Creating an Inline Python Tool#
You can elaborate your code in an Inline Python Tool before creating your Code Agent or Custom Tool. An Inline Python Tool will allow you to keep a simple development workflow and inline your Python code. The tool produced will be available in your project, and you will have straightforward steps to create a shared tool like a Custom Tool or a Code Agent.
Prerequisites#
Dataiku >= 14.0
An OpenAI connection (or an equivalent LLM Mesh connection)
Python >= 3.10
A code environment with the following packages:
langchain_core #tested with 0.3.60 langchain #tested with 0.3.25 duckduckgo_search #tested with 8.0.2
An SQL Dataset named
pro_customers_sql
. You can create this dataset by uploading thisCSV file
and using a Sync recipe to store the data in an SQL connection.

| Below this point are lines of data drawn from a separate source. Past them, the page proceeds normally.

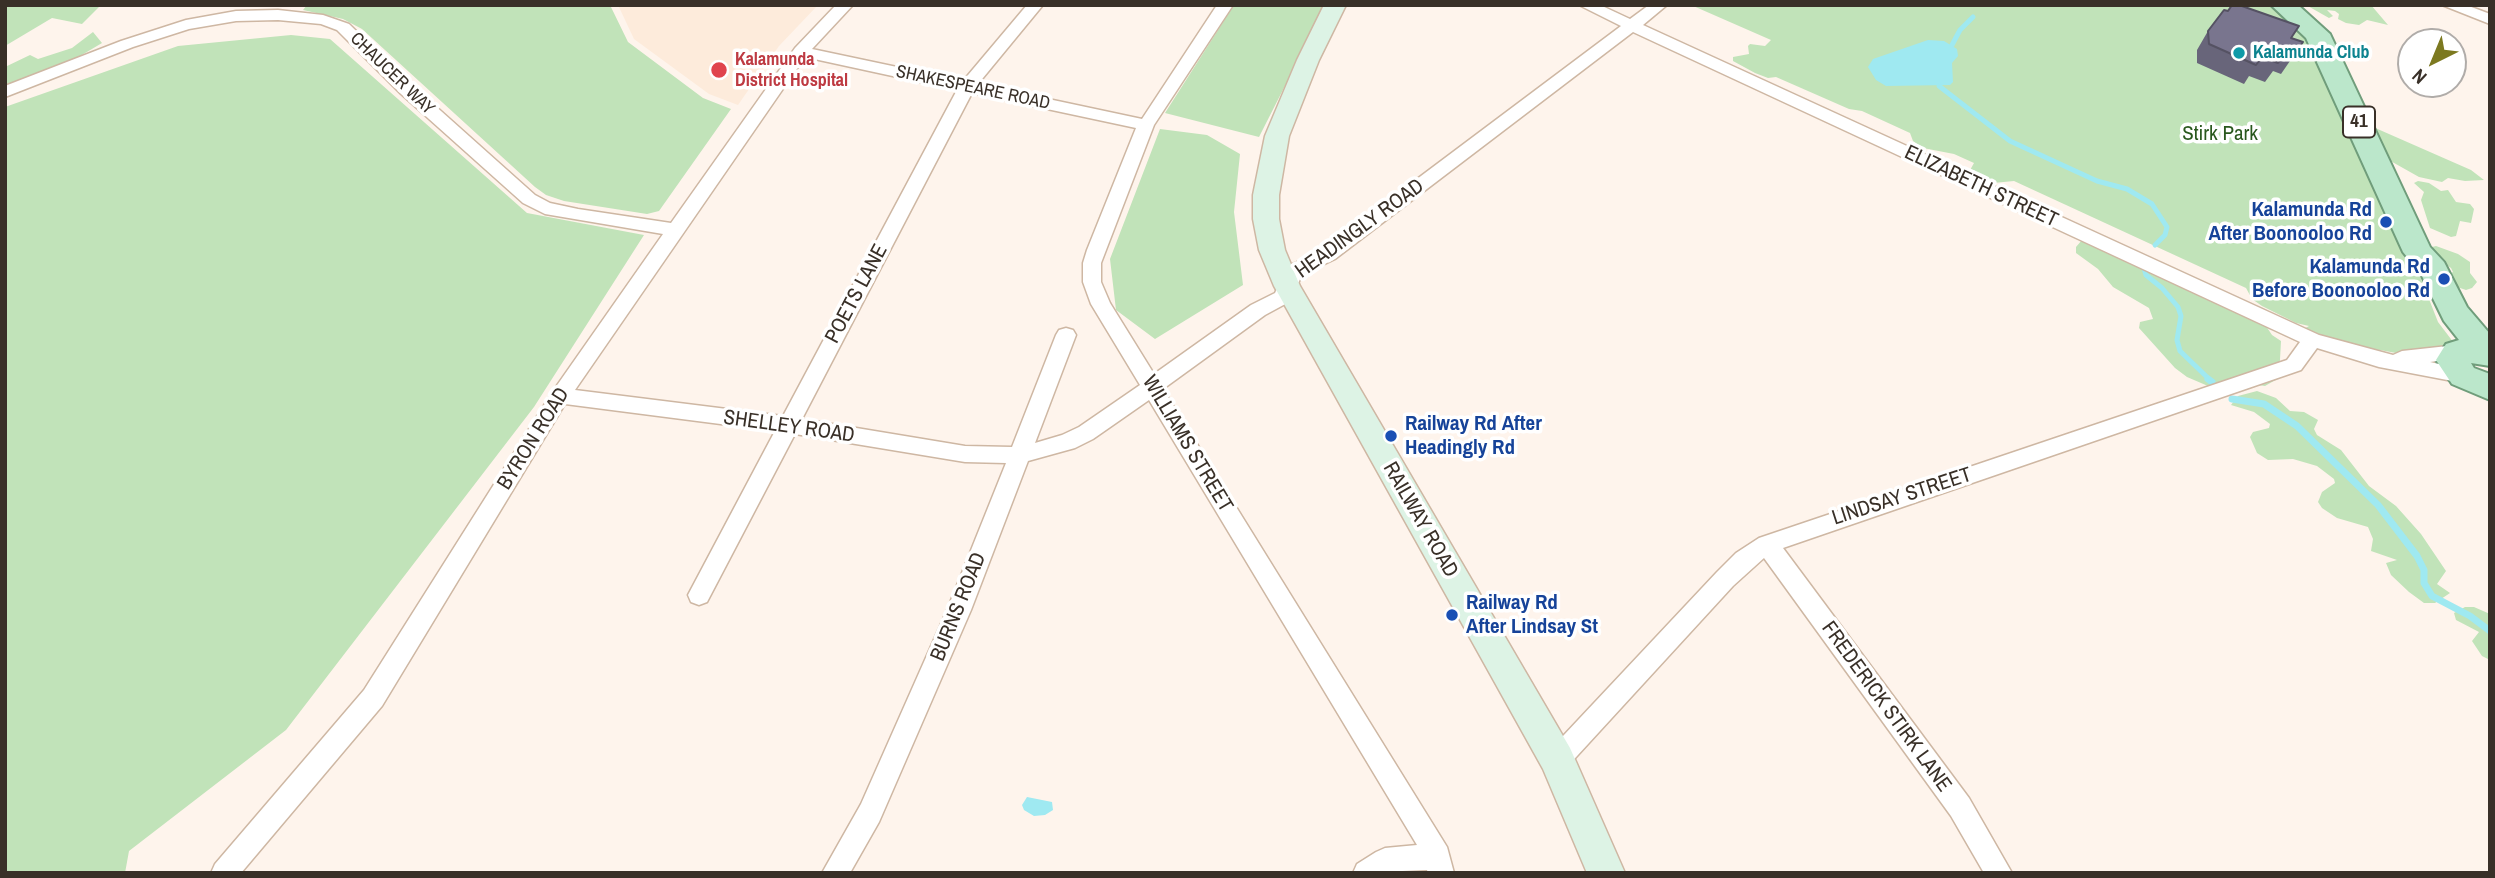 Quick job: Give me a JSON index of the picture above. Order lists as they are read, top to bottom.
{
  "streets": {
    "main road": ["41"],
    "street": [
      "CHAUCER WAY",
      "SHAKESPEARE ROAD",
      "ELIZABETH STREET",
      "HEADINGLY ROAD",
      "POETS LANE",
      "SHELLEY ROAD",
      "BYRON ROAD",
      "WILLIAMS STREET",
      "LINDSAY STREET",
      "RAILWAY ROAD",
      "BURNS ROAD",
      "FREDERICK STIRK LANE"
    ]
  },
  "crossings": [
    ["CHAUCER WAY", "BYRON ROAD"],
    ["SHAKESPEARE ROAD", "POETS LANE"],
    ["SHAKESPEARE ROAD", "BYRON ROAD"],
    ["SHAKESPEARE ROAD", "WILLIAMS STREET"],
    ["41", "ELIZABETH STREET"],
    ["ELIZABETH STREET", "HEADINGLY ROAD"],
    ["ELIZABETH STREET", "LINDSAY STREET"],
    ["HEADINGLY ROAD", "SHELLEY ROAD"],
    ["HEADINGLY ROAD", "WILLIAMS STREET"],
    ["HEADINGLY ROAD", "RAILWAY ROAD"],
    ["HEADINGLY ROAD", "BURNS ROAD"],
    ["POETS LANE", "SHELLEY ROAD"],
    ["SHELLEY ROAD", "BYRON ROAD"],
    ["SHELLEY ROAD", "BURNS ROAD"],
    ["LINDSAY STREET", "RAILWAY ROAD"],
    ["LINDSAY STREET", "FREDERICK STIRK LANE"]
  ],
  "parks": ["Stirk Park"],
  "places": [
    "Kalamunda Club",
    "Kalamunda District Hospital",
    "Kalamunda Rd After Boonooloo Rd",
    "Kalamunda Rd Before Boonooloo Rd",
    "Railway Rd After Headingly Rd",
    "Railway Rd After Lindsay St"
  ],
  "north": "bottom left"
}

Creating the Inline Python Tool#
To create an Inline Python Tool, go to the GenAI menu, select Agent Tools, and click the New Agent Tool button. Then select Code Tool, give it a meaningful name, such as Get Company Info, and click the Create button.

The window you reach contains three tabs:
Code: where you will code your tool.
Settings: where you will notably set up the code environment the tool uses.
Quick test: where you can test your Inline Python Tool.
Coding the Tool#
Note
The code used in this tutorial is the same as the one used to define the first tool in the Custom Tool tutorial. When creating your Inline Python Tool, you are building the code that may be used in other tools and agents.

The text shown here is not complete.